Investigation of the inhibitory effect of nitrite on photosystem II

The role of chloride in photosystem II (PSII) is unclear. Several monovalent anions compete for the Cl^- site(s) in PSII, and some even support activity. NO₂^- has been reported to be an activator in Cl^--depleted PSII membranes. In this paper, we report a detailed investigation of the chemistry of NO₂^- with PSII. NO₂^- is shown to inhibit PSII activity, and the effects on the donor side as well as the acceptor side are characterized using steady-state O₂-evolution assays, electron paramagnetic resonance (EPR) spectroscopy, electron-transfer assays, and flash-induced polarographic O₂ yield measurements. Enzyme kinetics analysis shows multiple sites of NO₂^- inhibition in PSII with significant inhibition of oxygen evolution at <5 mM NO₂^-. By EPR spectroscopy, the yield of the S₂ state remains unchanged up to 15 mM NO ₂^-. However, the S₂-state g = 4.1 signal is favored over the g = 2 multiline signal with increasing NO₂ ^- concentrations. This could indicate competition of NO ₂^- for the Cl^- site at higher NO ₂^- concentrations. In addition to the donor-side chemistry, there is clear evidence of an acceptor-side effect of NO ₂^-. The g = 1.9 Fe(II)-Q_A^-• signal is replaced by a broad g = 1.6 signal in the presence of NO ₂^-. Additionally, a g = 1.8 Fe(II)-Q^-• signal is present in the dark, indicating the formation of a NO₂ ^--bound Fe(II)-Q_B^-• species in the dark.
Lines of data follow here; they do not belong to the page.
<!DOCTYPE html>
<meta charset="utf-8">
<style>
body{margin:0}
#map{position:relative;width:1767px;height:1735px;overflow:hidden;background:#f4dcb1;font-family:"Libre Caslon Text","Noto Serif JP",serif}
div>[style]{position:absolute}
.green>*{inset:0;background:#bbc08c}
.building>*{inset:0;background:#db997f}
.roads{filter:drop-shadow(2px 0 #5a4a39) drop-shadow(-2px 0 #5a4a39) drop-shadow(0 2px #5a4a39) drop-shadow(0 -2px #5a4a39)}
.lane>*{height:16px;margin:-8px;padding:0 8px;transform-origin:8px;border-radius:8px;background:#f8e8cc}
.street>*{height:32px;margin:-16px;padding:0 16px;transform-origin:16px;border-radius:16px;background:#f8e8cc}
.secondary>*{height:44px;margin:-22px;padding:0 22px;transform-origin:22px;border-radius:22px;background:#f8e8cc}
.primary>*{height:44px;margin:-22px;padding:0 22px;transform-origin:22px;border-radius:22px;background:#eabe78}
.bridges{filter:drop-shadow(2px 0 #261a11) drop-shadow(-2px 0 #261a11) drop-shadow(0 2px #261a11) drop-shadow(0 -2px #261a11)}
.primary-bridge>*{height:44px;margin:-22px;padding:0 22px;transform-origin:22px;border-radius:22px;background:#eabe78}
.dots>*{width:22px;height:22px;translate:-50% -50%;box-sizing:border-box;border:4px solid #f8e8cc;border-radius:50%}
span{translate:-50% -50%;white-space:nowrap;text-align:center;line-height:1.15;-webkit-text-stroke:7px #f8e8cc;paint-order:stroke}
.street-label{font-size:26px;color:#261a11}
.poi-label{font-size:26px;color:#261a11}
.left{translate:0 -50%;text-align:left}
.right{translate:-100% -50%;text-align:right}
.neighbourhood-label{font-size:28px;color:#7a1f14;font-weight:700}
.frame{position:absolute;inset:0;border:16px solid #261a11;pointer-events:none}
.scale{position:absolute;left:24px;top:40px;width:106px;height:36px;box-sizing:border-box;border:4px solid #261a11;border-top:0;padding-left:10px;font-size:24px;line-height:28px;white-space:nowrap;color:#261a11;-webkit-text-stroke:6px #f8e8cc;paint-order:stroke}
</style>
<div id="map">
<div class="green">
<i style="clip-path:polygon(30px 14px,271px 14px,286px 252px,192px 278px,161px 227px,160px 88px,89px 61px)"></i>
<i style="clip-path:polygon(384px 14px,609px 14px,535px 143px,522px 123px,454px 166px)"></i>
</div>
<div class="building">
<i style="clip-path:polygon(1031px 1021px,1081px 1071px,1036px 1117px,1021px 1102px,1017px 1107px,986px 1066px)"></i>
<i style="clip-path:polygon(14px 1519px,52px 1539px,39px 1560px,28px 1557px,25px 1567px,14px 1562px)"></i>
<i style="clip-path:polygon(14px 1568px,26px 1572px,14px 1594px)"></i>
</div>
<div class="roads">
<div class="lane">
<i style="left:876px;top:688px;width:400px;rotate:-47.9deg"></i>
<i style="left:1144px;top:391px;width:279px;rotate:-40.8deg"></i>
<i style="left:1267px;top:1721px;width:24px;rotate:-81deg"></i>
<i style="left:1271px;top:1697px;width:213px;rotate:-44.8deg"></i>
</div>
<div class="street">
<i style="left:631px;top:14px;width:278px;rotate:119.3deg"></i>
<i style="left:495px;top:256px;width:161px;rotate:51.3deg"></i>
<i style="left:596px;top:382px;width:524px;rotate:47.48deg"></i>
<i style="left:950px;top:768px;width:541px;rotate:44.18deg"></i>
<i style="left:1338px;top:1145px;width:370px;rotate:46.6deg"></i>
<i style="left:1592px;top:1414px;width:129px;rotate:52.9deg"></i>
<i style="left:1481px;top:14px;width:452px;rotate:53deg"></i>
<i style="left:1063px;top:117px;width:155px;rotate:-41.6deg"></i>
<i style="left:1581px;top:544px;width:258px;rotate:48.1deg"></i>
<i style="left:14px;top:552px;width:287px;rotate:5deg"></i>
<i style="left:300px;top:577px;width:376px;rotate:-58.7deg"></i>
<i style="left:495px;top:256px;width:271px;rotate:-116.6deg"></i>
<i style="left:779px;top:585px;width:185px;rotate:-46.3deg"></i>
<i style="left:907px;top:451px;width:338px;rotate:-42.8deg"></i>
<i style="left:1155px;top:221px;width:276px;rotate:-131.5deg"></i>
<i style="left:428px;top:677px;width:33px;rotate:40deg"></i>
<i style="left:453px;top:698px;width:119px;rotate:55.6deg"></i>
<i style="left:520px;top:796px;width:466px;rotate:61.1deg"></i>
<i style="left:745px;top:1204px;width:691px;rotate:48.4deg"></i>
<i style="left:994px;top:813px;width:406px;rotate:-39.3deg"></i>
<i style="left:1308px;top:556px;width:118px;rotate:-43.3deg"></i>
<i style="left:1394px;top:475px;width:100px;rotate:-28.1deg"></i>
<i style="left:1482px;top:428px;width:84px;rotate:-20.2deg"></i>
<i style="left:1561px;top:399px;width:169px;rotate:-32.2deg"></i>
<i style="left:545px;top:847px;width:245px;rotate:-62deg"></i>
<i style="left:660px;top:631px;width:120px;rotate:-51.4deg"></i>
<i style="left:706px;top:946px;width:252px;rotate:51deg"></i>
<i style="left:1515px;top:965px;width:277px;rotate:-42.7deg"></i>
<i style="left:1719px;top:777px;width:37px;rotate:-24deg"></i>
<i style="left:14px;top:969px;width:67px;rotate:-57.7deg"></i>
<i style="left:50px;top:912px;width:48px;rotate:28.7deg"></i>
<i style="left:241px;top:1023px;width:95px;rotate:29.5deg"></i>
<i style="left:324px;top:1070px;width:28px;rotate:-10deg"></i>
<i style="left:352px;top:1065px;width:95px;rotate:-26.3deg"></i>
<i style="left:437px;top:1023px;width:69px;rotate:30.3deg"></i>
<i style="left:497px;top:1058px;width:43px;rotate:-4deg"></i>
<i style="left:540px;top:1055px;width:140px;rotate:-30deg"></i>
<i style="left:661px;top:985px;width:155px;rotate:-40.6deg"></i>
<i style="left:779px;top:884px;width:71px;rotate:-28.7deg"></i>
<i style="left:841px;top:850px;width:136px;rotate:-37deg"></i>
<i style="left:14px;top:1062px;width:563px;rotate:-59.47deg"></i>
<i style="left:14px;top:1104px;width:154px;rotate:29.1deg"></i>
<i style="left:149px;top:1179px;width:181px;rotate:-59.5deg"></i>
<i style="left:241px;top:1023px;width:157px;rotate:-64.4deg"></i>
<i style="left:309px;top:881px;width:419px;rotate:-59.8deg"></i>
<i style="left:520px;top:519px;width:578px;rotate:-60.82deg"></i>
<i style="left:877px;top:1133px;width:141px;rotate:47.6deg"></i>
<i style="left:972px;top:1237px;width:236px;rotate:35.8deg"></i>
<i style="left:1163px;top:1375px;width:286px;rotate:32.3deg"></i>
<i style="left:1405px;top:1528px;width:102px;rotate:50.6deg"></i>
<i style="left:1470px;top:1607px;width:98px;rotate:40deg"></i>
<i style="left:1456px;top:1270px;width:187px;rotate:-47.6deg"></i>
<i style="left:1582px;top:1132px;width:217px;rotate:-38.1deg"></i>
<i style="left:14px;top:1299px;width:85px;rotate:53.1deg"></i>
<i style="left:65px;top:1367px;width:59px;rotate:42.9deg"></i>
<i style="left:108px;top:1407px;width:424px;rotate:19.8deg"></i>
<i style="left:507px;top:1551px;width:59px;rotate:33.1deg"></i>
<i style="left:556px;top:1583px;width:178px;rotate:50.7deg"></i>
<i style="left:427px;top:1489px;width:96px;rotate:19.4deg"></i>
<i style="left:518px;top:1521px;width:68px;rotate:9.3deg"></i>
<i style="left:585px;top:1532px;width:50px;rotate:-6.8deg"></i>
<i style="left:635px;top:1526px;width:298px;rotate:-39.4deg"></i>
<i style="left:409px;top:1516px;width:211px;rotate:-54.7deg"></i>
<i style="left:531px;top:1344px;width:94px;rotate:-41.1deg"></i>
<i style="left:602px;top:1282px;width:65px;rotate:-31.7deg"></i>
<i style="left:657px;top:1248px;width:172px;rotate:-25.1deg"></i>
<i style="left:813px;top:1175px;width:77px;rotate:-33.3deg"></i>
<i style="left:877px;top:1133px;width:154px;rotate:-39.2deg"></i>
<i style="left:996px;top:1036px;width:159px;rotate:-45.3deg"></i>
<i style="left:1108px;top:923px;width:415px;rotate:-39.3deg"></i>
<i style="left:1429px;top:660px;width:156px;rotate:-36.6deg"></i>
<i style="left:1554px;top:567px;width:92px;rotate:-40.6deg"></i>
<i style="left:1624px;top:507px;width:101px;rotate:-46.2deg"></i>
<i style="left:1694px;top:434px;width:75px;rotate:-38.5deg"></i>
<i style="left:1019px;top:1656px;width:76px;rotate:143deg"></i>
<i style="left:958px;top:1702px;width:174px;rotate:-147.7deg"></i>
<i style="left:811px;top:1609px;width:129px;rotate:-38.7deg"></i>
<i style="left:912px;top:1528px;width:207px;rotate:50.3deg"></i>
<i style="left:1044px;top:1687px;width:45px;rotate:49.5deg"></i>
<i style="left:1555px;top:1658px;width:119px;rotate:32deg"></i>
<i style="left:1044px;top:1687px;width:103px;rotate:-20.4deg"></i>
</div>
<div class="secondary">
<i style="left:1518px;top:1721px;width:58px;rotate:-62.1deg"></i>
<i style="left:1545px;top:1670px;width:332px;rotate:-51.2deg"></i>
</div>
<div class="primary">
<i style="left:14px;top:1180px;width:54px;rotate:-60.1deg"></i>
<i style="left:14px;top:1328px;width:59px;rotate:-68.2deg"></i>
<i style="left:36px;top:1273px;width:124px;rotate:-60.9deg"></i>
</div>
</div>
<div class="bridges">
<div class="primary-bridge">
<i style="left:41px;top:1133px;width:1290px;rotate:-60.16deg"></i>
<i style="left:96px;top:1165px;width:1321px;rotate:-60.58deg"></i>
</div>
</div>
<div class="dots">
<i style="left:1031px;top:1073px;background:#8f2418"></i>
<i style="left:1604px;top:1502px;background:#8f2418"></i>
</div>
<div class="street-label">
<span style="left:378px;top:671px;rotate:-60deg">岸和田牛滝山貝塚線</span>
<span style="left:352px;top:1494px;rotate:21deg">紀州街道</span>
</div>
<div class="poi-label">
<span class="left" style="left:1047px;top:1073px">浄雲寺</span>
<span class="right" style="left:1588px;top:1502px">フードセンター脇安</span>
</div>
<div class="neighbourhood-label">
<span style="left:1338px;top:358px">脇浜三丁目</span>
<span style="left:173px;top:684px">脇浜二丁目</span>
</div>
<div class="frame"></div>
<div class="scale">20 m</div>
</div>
Electron-transfer assays suggest that the inhibitory effect of NO ₂^- on the activity of PSII is largely due to the donor-side chemistry of NO₂^-. UV-visible spectroscopy and flash-induced polarographic O₂ yield measurements indicate that NO₂^- is oxidized by the oxygen-evolving complex in the higher S states, contributing to the donor-side inhibition by NO ₂^-.